Dienstag, 15. Juni: Die Bild berichtet: "Aggressive Chaoten aus dem schwarzen Block hatten eine Bombe abgefeuert - ohne Rücksicht auf Menschenleben." Die Berliner Zeitung zitiert einen Polizeisprecher: Metall oder Glas sei definitiv nicht verwendet worden, um eine Splitterwirkung zu erzielen. Auf Nachfrage der taz will die Polizei dies später nicht bestätigen.

Dienstag, 5.30 Uhr: Die dpa zitiert den CDU-Innenpolitiker Wolfgang Bosbach: "Wir müssen aufpassen, dass wir nicht in eine Gewaltspirale wie in den 70er Jahren hineingeraten." Der "Anschlag" weise eine bisher unbekannte Brutalität auf. Union und FDP beantragen im Bundestag eine aktuelle Stunde zum Thema Linksextremismus.

Dienstag, 19.39 Uhr: Der Bayerische Innenminister Joachim Herrmann sagt der Süddeutschen Zeitung: "Die Chaoten schrecken sicher vor einem Mord auch nicht zurück. Das ist ein Comeback des linken Terrors." Die dpa spricht weiter von einer "Splitterbombe".

Mittwoch, 16. Juni, 7.38 Uhr: Auf Indymedia schreibt User "Hein": "Vollkommen Panne, die Aktion, schon allein deshalb, weil auch Demonstranten hätten verletzt werden können."

Mittwoch, 9.55 Uhr: Hannah Schuster, Sprecherin der linken Gruppe "Fels" sagt: "Wir sollten abwarten, wie klein die sogenannte Splitterbombe in den nächsten Tagen noch wird. Die inszenierte Aufregung über einen angeblich neuen "Linksterrorismus" hat einen billigen Zweck: Ablenkung und Diskreditierung der Sozialproteste."

Mittwoch, 11.23 Uhr: Die Berliner Staatsanwaltschaft schließt gegenüber der taz aus, dass es sich um eine "Splitterbombe" gehandelt haben könnte. "Das ist Quatsch", sagt ein Sprecher der taz. Näheres will er "aus ermittlungstaktischen Gründen" allerdings nicht sagen.

Mittwoch, 13.30 Uhr: Die Studentin "kruemelfisch" ist geschockt von den "Hetzkommentaren", die ihr Video auf YouTube ausgelöst hat. "Die einen schrieben, alle Bullen sollten erschossen werden, die anderen alle Demonstranten." Sie habe daher die Möglichkeit, ihr Video zu kommentieren, ausgeschaltet. "Gewalt gegen Menschen, das geht gar nicht", sagt die Studentin, die auf der Demo war, "um ein Zeichen zu setzen". Die Polizei habe sich nicht bei ihr gemeldet.

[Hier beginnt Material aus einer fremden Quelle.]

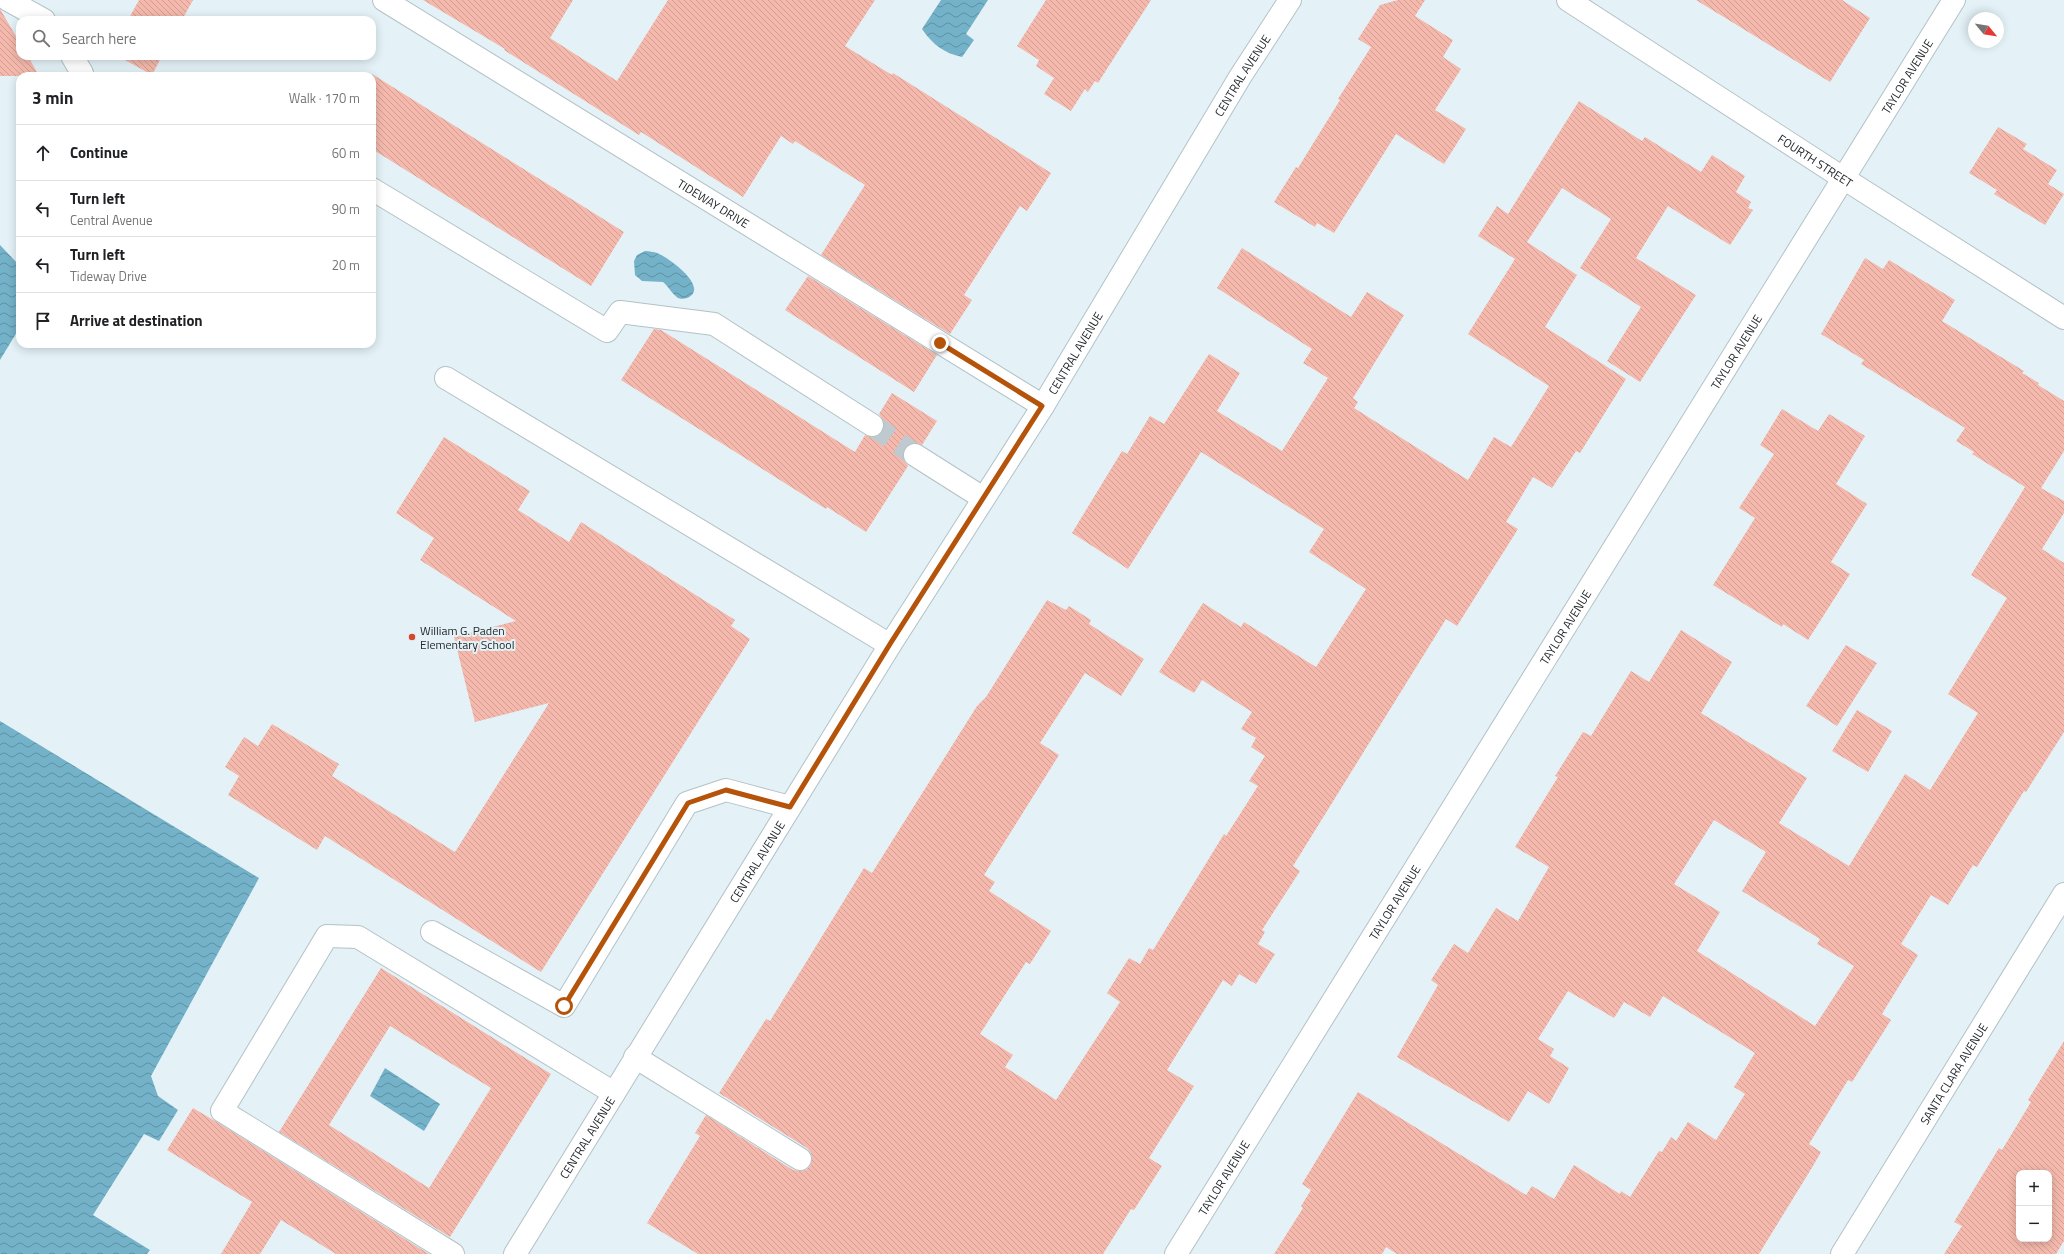 <!DOCTYPE html>
<meta charset="utf-8">
<style>
:root{--surface:#fff;--page:#f2f2f2;--text:#202124;--muted:#757577;--line:#e0e0e0}
body{margin:0;font-family:"Titillium Web",sans-serif;background:var(--page);color:var(--text)}
.controls{position:absolute;right:12px;bottom:12px;display:grid;overflow:hidden;border-radius:8px;box-shadow:0 2px 10px #0003}
.controls button{width:36px;height:36px;display:grid;place-items:center;padding:0;border:0;border-bottom:1px solid var(--line);background:var(--surface);color:var(--text);font:20px sans-serif}
.compass{position:absolute;left:1968px;top:12px;width:36px;height:36px;border-radius:50%;background:var(--surface);box-shadow:0 2px 10px #0003;rotate:120deg}
.stop{position:absolute;width:12px;height:12px;margin:-9px;border:3px solid #b45309;border-radius:50%;background:#fff}
.stop.end{background:#b45309;border-color:#fff;box-shadow:0 1px 4px #0008}
.list{margin:0;padding:0;list-style:none}
h2{display:flex;justify-content:space-between;align-items:center;height:52px;margin:0;padding:0 16px;font-size:17px}
h2 small{font-size:13px;font-weight:400;color:var(--muted)}
.list li{display:grid;grid-template-columns:26px 1fr auto;gap:12px;align-items:center;box-sizing:border-box;height:56px;padding:0 16px;border-top:1px solid var(--line)}
.list b{display:block;font-size:15px;white-space:nowrap}
.list p{margin:0;font-size:13px;white-space:nowrap;color:var(--muted)}
.list em{font-size:13px;font-style:normal;color:var(--muted)}
.icon{flex:none;width:22px;height:22px;fill:none;stroke:currentColor;stroke-width:2;stroke-linecap:round;stroke-linejoin:round}
.map{position:relative;flex:none;width:2064px;height:1254px;overflow:hidden}
.search{position:absolute;background:var(--surface);box-shadow:0 2px 10px #0003;left:16px;top:16px;width:360px;height:44px;display:flex;align-items:center;gap:10px;box-sizing:border-box;padding:0 14px;border-radius:12px;color:var(--muted);font-size:15px}
.panel{position:absolute;background:var(--surface);box-shadow:0 2px 10px #0003;left:16px;top:72px;width:360px;height:276px;border-radius:12px}
.map>svg:first-child{display:block}
</style>
<div class="map">
<svg width="2064" height="1254" viewBox="0 0 2064 1254">
<defs>
<pattern id="water-waves" width="16" height="10" patternUnits="userSpaceOnUse"><rect width="16" height="10" fill="#74b2c9"/><path d="M0 5q4-4 8 0t8 0" fill="none" stroke="#5f91a3"/></pattern>
<pattern id="building-back-hatch" width="6" height="6" patternUnits="userSpaceOnUse"><rect width="6" height="6" fill="#f4b9ac"/><path d="M-1 5l2 2M0 0l6 6M5-1l2 2" fill="none" stroke="#d19f94"/></pattern>
</defs>
<rect width="100%" height="100%" fill="#e4f2f8"/>
<g fill="url(#water-waves)">
<path d="M 941,0 L 988,0 L 966,34 L 974,40 L 962,57 C 944,53 933,45 922,29 Z"/>
<path d="M 0,245 L 20,266 L 20,327 L 0,360 Z"/>
<path d="M 645,251 C 649,251 654,252 657,253 C 668,257 711,288 687,298 C 684,299 680,299 678,298 C 673,295 668,286 663,282 L 642,281 L 635,275 L 634,261 L 637,255 Z"/>
<path d="M 0,721 L 259,878 L 151,1076 L 158,1096 L 178,1110 L 159,1141 L 144,1134 L 93,1215 L 150,1250 L 147,1254 L 0,1254 Z"/>
<path d="M 385,1068 L 440,1104 L 424,1131 L 370,1096 Z"/>
</g>
<g fill="url(#building-back-hatch)" fill-rule="evenodd">
<path d="M 139,0 L 193,0 L 182,20 L 128,20 Z"/>
<path d="M 423,0 L 573,0 L 550,38 L 617,81 L 668,0 L 875,0 L 845,46 L 892,75 L 893,73 L 1051,173 L 1027,211 L 1020,206 L 964,295 L 972,300 L 950,334 L 821,255 L 865,185 L 795,141 L 793,144 L 781,136 L 743,197 L 641,132 L 639,135 L 504,50 L 505,49 Z"/>
<path d="M 1046,0 L 1151,0 L 1098,83 L 1095,81 L 1088,92 L 1085,89 L 1071,111 L 1044,94 L 1054,78 L 1036,66 L 1039,60 L 1017,46 Z"/>
<path d="M 1398,0 L 1425,0 L 1415,16 L 1453,40 L 1443,57 L 1461,69 L 1435,110 L 1466,129 L 1444,164 L 1396,134 L 1334,233 L 1317,223 L 1315,227 L 1274,202 L 1296,167 L 1298,168 L 1340,100 L 1338,99 L 1371,47 L 1358,39 L 1380,5 Z"/>
<path d="M 1696,0 L 1842,0 L 1870,18 L 1830,82 Z"/>
<path d="M 0,9 L 20,43 L 20,56 L 28,56 L 39,76 L 0,76 Z"/>
<path d="M 118,56 L 162,56 L 152,75 Z"/>
<path d="M 372,74 L 624,232 L 591,286 L 372,149 Z"/>
<path d="M 1579,101 L 1642,141 L 1645,137 L 1701,172 L 1712,155 L 1745,176 L 1736,192 L 1751,202 L 1748,208 L 1753,210 L 1730,245 L 1668,206 L 1636,258 L 1696,295 L 1640,382 L 1607,361 L 1641,307 L 1580,268 L 1611,219 L 1562,188 L 1527,242 L 1577,275 L 1545,327 L 1626,379 L 1580,453 L 1576,451 L 1552,488 L 1533,477 L 1506,522 L 1518,529 L 1457,626 L 1446,619 L 1293,866 L 1300,871 L 1262,930 L 1265,932 L 1258,944 L 1275,954 L 1256,984 L 1239,974 L 1232,986 L 1223,980 L 1167,1070 L 1194,1086 L 1149,1158 L 1162,1166 L 1134,1210 L 1131,1209 L 1103,1254 L 698,1254 L 647,1223 L 700,1136 L 695,1133 L 706,1115 L 793,1170 L 800,1171 L 806,1170 L 810,1166 L 812,1159 L 811,1153 L 807,1148 L 719,1093 L 766,1019 L 770,1021 L 864,868 L 872,873 L 977,706 L 986,697 L 1047,600 L 1066,610 L 1069,606 L 1091,620 L 1089,624 L 1144,659 L 1121,696 L 1085,673 L 1040,743 L 1059,755 L 984,875 L 995,882 L 989,891 L 1051,931 L 1030,964 L 1026,962 L 980,1034 L 1013,1055 L 1005,1067 L 1056,1100 L 1120,1002 L 1107,993 L 1129,958 L 1140,964 L 1149,948 L 1153,950 L 1224,834 L 1226,836 L 1258,786 L 1249,781 L 1265,756 L 1251,747 L 1256,738 L 1241,729 L 1252,712 L 1202,680 L 1194,693 L 1159,672 L 1203,603 L 1241,627 L 1244,622 L 1316,667 L 1366,589 L 1309,552 L 1324,529 L 1201,452 L 1128,569 L 1072,533 L 1122,451 L 1127,454 L 1150,416 L 1164,424 L 1209,354 L 1240,373 L 1217,411 L 1282,451 L 1328,378 L 1303,363 L 1312,349 L 1217,288 L 1242,248 L 1351,317 L 1367,292 L 1404,315 L 1353,398 L 1358,402 L 1354,408 L 1468,480 L 1494,437 L 1511,447 L 1549,386 L 1468,334 L 1515,259 L 1478,236 L 1497,206 L 1508,214 Z"/>
<path d="M 1998,127 L 2027,144 L 2023,149 L 2057,170 L 2048,184 L 2064,194 L 2045,225 L 1994,194 L 1997,190 L 1969,173 Z"/>
<path d="M 1865,258 L 1883,269 L 1889,260 L 1955,300 L 1942,321 L 2024,371 L 2022,373 L 2039,383 L 2038,385 L 2064,401 L 2064,451 L 2041,488 L 2064,501 L 2064,513 L 2042,549 L 2064,563 L 2064,732 L 2026,792 L 2024,791 L 1977,867 L 1973,865 L 1948,905 L 1931,895 L 1901,944 L 1918,955 L 1882,1014 L 1891,1020 L 1852,1082 L 1848,1080 L 1809,1144 L 1821,1152 L 1813,1166 L 1759,1254 L 1397,1254 L 1386,1247 L 1382,1254 L 1274,1254 L 1303,1208 L 1301,1206 L 1311,1190 L 1302,1184 L 1358,1092 L 1526,1195 L 1532,1186 L 1554,1199 L 1574,1165 L 1620,1194 L 1621,1191 L 1630,1197 L 1659,1151 L 1662,1152 L 1671,1137 L 1676,1141 L 1688,1122 L 1716,1140 L 1745,1094 L 1734,1087 L 1755,1053 L 1663,996 L 1650,1017 L 1624,1002 L 1614,1018 L 1568,991 L 1538,1039 L 1554,1049 L 1550,1056 L 1569,1068 L 1549,1104 L 1528,1091 L 1509,1122 L 1397,1057 L 1438,985 L 1431,980 L 1454,944 L 1468,953 L 1496,908 L 1518,921 L 1549,867 L 1515,847 L 1558,777 L 1555,776 L 1583,732 L 1591,736 L 1631,671 L 1649,682 L 1681,630 L 1732,662 L 1701,713 L 1807,778 L 1779,823 L 1849,866 L 1905,774 L 1930,790 L 1978,713 L 1948,694 L 2007,598 L 1971,575 L 2025,487 L 1972,454 L 1974,452 L 1956,441 L 1965,428 L 1861,364 L 1864,360 L 1821,334 ZM 1714,820 L 1766,852 L 1742,891 L 1820,939 L 1817,944 L 1854,966 L 1815,1026 L 1697,951 L 1720,912 L 1674,884 Z"/>
<path d="M 808,276 L 937,355 L 914,392 L 785,310 Z"/>
<path d="M 654,329 L 661,330 L 855,452 L 865,435 L 871,437 L 877,436 L 883,431 L 884,426 L 883,420 L 879,414 L 892,393 L 937,421 L 922,445 L 916,443 L 910,444 L 904,449 L 903,454 L 904,460 L 908,466 L 866,532 L 827,507 L 826,509 L 621,380 Z"/>
<path d="M 1782,409 L 1818,431 L 1829,414 L 1865,436 L 1836,484 L 1867,504 L 1831,562 L 1850,574 L 1808,640 L 1783,624 L 1782,627 L 1713,585 L 1755,518 L 1739,508 L 1774,454 L 1760,445 Z"/>
<path d="M 444,437 L 530,491 L 518,510 L 569,542 L 581,522 L 735,620 L 731,626 L 750,639 L 541,972 L 325,836 L 317,850 L 228,795 L 239,776 L 225,767 L 244,737 L 258,746 L 272,724 L 339,764 L 332,776 L 455,852 L 549,703 L 475,722 L 454,637 L 516,621 L 420,560 L 434,538 L 396,513 Z"/>
<path d="M 1846,645 L 1877,663 L 1837,726 L 1806,706 Z"/>
<path d="M 1857,710 L 1892,731 L 1868,772 L 1832,751 Z"/>
<path d="M 381,968 L 551,1074 L 450,1237 L 279,1132 ZM 390,1026 L 491,1088 L 429,1188 L 329,1125 Z"/>
<path d="M 2064,1041 L 2064,1241 L 2056,1254 L 1944,1254 L 1962,1226 L 1954,1222 L 1999,1148 L 2002,1150 L 2031,1102 L 2028,1100 ZM 2019,1173 L 2049,1173 L 2049,1239 L 2019,1239 Z"/>
<path d="M 193,1108 L 215,1121 L 429,1254 L 336,1254 L 281,1220 L 260,1254 L 221,1254 L 252,1202 L 167,1150 Z"/>
</g>
<g fill="none" stroke-linecap="round" stroke-linejoin="round">
<path stroke="#becacf" stroke-width="22" stroke-dasharray="22 11" stroke-linecap="butt" d="M 872,425 L 915,455"/>
<defs>
<g id="minor">
<path d="M 8,0 L 44,20"/>
<path id="s1" d="M 384,0 L 1043,406"/>
<path id="s2" d="M 1568,0 L 1843,178 L 2064,318"/>
<path d="M 72,56 L 82,73"/>
<path d="M 372,189 L 607,331 L 620,312 L 714,324 L 872,425"/>
<path d="M 446,378 L 890,645"/>
<path d="M 915,455 L 983,498"/>
<path d="M 432,932 L 564,1006 L 687,803 L 726,790 L 790,807"/>
<path d="M 635,1057 L 800,1159"/>
<path d="M 453,1254 L 222,1111 L 327,936 L 358,937 L 614,1093"/>
<path id="s3" d="M 515,1254 L 890,645 L 1043,406 L 1240,77 L 1290,0"/>
<path id="s4" d="M 1176,1254 L 1954,0"/>
<path id="s5" d="M 1842,1254 L 2064,894"/>
</g>
</defs>
<use href="#minor" stroke="#b3c2c7" stroke-width="24"/>
<use href="#minor" stroke="#fff" stroke-width="22"/>
</g>
<g fill="none" stroke-linecap="round" stroke-linejoin="round">
<path stroke="#b45309" stroke-width="5" d="M 564,1006 L 688,803 L 726,790 L 790,807 L 890,644 L 1042,406 L 940,343"/>
</g>
<circle fill="#d3482f" stroke="#e4f2f8" stroke-width="1.5" cx="412" cy="637" r="4"/>
<g text-anchor="middle" dominant-baseline="central" stroke-width="4" stroke-linejoin="round" paint-order="stroke">
<g font-size="12" fill="#24292c" stroke="#e4f2f8">
<text stroke="none"><textPath href="#s3" startOffset="1385">CENTRAL AVENUE</textPath></text>
<text stroke="none"><textPath href="#s4" startOffset="1386">TAYLOR AVENUE</textPath></text>
<text stroke="none"><textPath href="#s2" startOffset="295">FOURTH STREET</textPath></text>
<text stroke="none"><textPath href="#s1" startOffset="387">TIDEWAY DRIVE</textPath></text>
<text stroke="none"><textPath href="#s4" startOffset="1062">TAYLOR AVENUE</textPath></text>
<text stroke="none"><textPath href="#s3" startOffset="1061">CENTRAL AVENUE</textPath></text>
<text stroke="none"><textPath href="#s4" startOffset="738">TAYLOR AVENUE</textPath></text>
<text stroke="none"><textPath href="#s3" startOffset="461">CENTRAL AVENUE</textPath></text>
<text stroke="none"><textPath href="#s4" startOffset="414">TAYLOR AVENUE</textPath></text>
<text stroke="none"><textPath href="#s5" startOffset="212">SANTA CLARA AVENUE</textPath></text>
<text stroke="none"><textPath href="#s3" startOffset="137">CENTRAL AVENUE</textPath></text>
<text stroke="none"><textPath href="#s4" startOffset="90">TAYLOR AVENUE</textPath></text>
</g>
<g font-size="12" fill="#24292c" stroke="#e4f2f8" text-anchor="start">
<text x="420" y="630">William G. Paden<tspan x="420" dy="14">Elementary School</tspan></text>
</g>
</g>
</svg>
<div class="controls">
<button>+</button>
<button>−</button>
</div>
<svg class="compass" viewBox="-18 -18 36 36"><path d="M0-13l5 13h-10z" fill="#e53935"/><path d="M0 13l5-13h-10z" fill="#757577"/></svg>
<div class="stop" style="left:564px;top:1006px"></div>
<div class="stop end" style="left:940px;top:343px"></div>
<div class="search"><svg class="icon" aria-label="search" viewBox="0 0 24 24"><circle cx="10" cy="10" r="6"/><path d="M15 15l6 6"/></svg>Search here</div>
<section class="panel">
<h2>3 min<small>Walk · 170 m</small></h2>
<ul class="list">
<li><svg class="icon" aria-label="ahead" viewBox="0 0 24 24"><path d="M12 20V5M6 11l6-6 6 6"/></svg><div><b>Continue</b></div><em>60 m</em></li>
<li><svg class="icon" aria-label="left" viewBox="0 0 24 24"><path d="M17 20v-9H6M10 6l-5 5 5 5"/></svg><div><b>Turn left</b><p>Central Avenue</p></div><em>90 m</em></li>
<li><svg class="icon" aria-label="left" viewBox="0 0 24 24"><path d="M17 20v-9H6M10 6l-5 5 5 5"/></svg><div><b>Turn left</b><p>Tideway Drive</p></div><em>20 m</em></li>
<li><svg class="icon" aria-label="arrive" viewBox="0 0 24 24"><path d="M6 21V4h12l-3 4 3 4H6"/></svg><div><b>Arrive at destination</b></div></li>
</ul>
</section>
</div>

Mittwoch, 16. Juni: Aktuelle Stunde im Bundestag. Innenminister de Maizière tritt ans Pult. "Dies ist ein Angriff auf unsere Demokratie in ihrem Kern", sagt er. Er lasse sich die Freiheit nicht von "gewaltbereiten Chaoten" kaputtmachen. Danach kommt der CSU-Mann Hans-Peter Uhl. Er sagt: "Wir haben es mit einer Gewalt zu tun, die es in den letzten Jahren in Deutschland nicht gegeben hat."